* _TASK PROMPT_: Return a copy of every line in the data below that contains "place".

(Items from a data source)
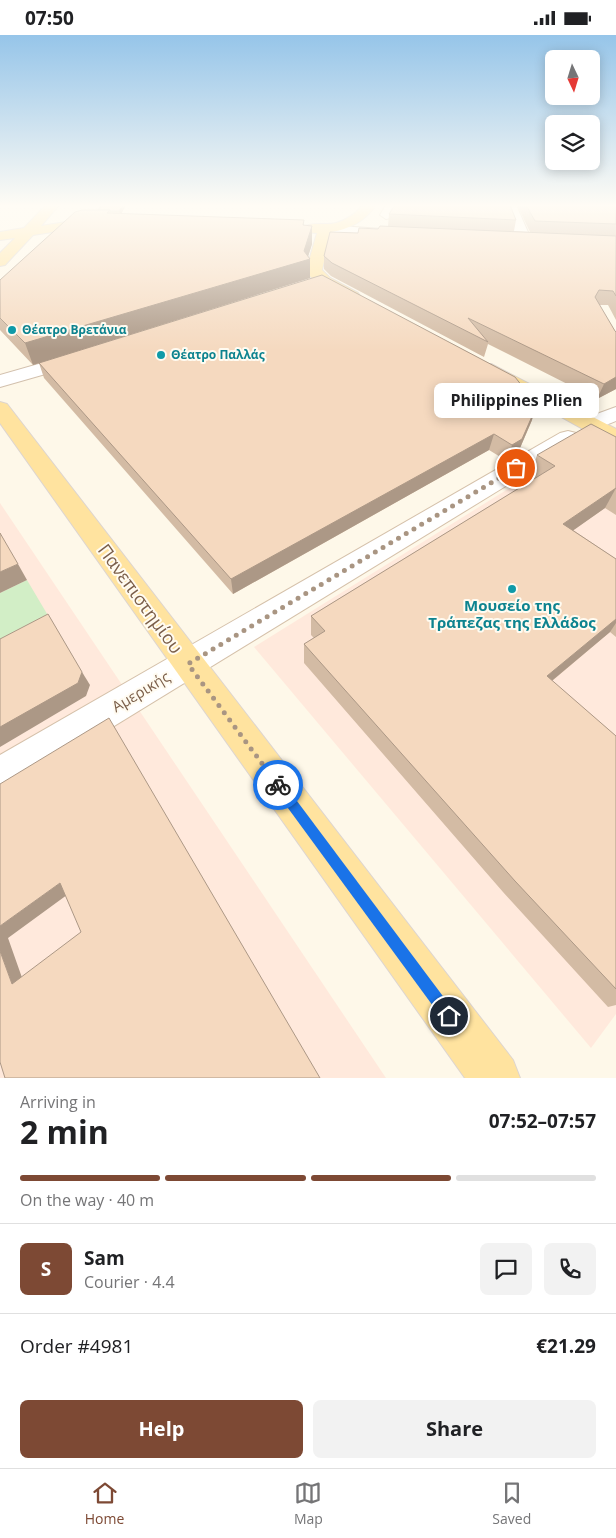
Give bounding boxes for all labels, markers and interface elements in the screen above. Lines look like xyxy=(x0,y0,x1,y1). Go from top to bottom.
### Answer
text: 07:50 xyxy=(25,5,74,31)
north arrow xyxy=(545,50,600,105)
map controls xyxy=(545,50,600,170)
button: layers xyxy=(545,115,600,170)
place label: Θέατρο Βρετάνια xyxy=(22,321,127,338)
marker: Θέατρο Βρετάνια xyxy=(6,324,18,336)
place label: Θέατρο Παλλάς xyxy=(171,346,265,363)
marker: Θέατρο Παλλάς xyxy=(155,349,167,361)
callout: Philippines Plien xyxy=(434,383,598,418)
text: Philippines Plien xyxy=(450,389,583,411)
pin xyxy=(495,447,537,489)
icon: bag xyxy=(502,454,530,482)
street label: Πανεπιστημίου xyxy=(93,539,189,658)
marker: Μουσείο της Τράπεζας της Ελλάδος xyxy=(506,583,518,595)
place label: Μουσείο της Τράπεζας της Ελλάδος xyxy=(428,595,596,632)
street label: Αμερικής xyxy=(108,666,173,716)
courier xyxy=(253,760,303,810)
icon: bike xyxy=(264,771,292,799)
pin xyxy=(428,995,470,1037)
icon: home xyxy=(435,1002,463,1030)
text: Arriving in xyxy=(20,1091,96,1113)
text: 07:52–07:57 xyxy=(489,1108,596,1134)
text: 2 min xyxy=(20,1110,109,1153)
text: On the way · 40 m xyxy=(20,1189,154,1211)
button: chat xyxy=(480,1243,532,1295)
button: phone xyxy=(544,1243,596,1295)
text: Sam xyxy=(84,1245,125,1271)
text: S xyxy=(41,1256,51,1282)
text: Courier · 4.4 xyxy=(84,1271,175,1293)
text: Order #4981 xyxy=(20,1333,133,1359)
text: €21.29 xyxy=(536,1333,596,1359)
button: Help xyxy=(20,1400,303,1458)
button: Share xyxy=(313,1400,596,1458)
tab: Home xyxy=(85,1479,124,1528)
tab: Map xyxy=(294,1479,323,1528)
tab: Saved xyxy=(492,1479,531,1528)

* _REPLY_:
place label: Θέατρο Βρετάνια xyxy=(22,321,127,338)
place label: Θέατρο Παλλάς xyxy=(171,346,265,363)
place label: Μουσείο της Τράπεζας της Ελλάδος xyxy=(428,595,596,632)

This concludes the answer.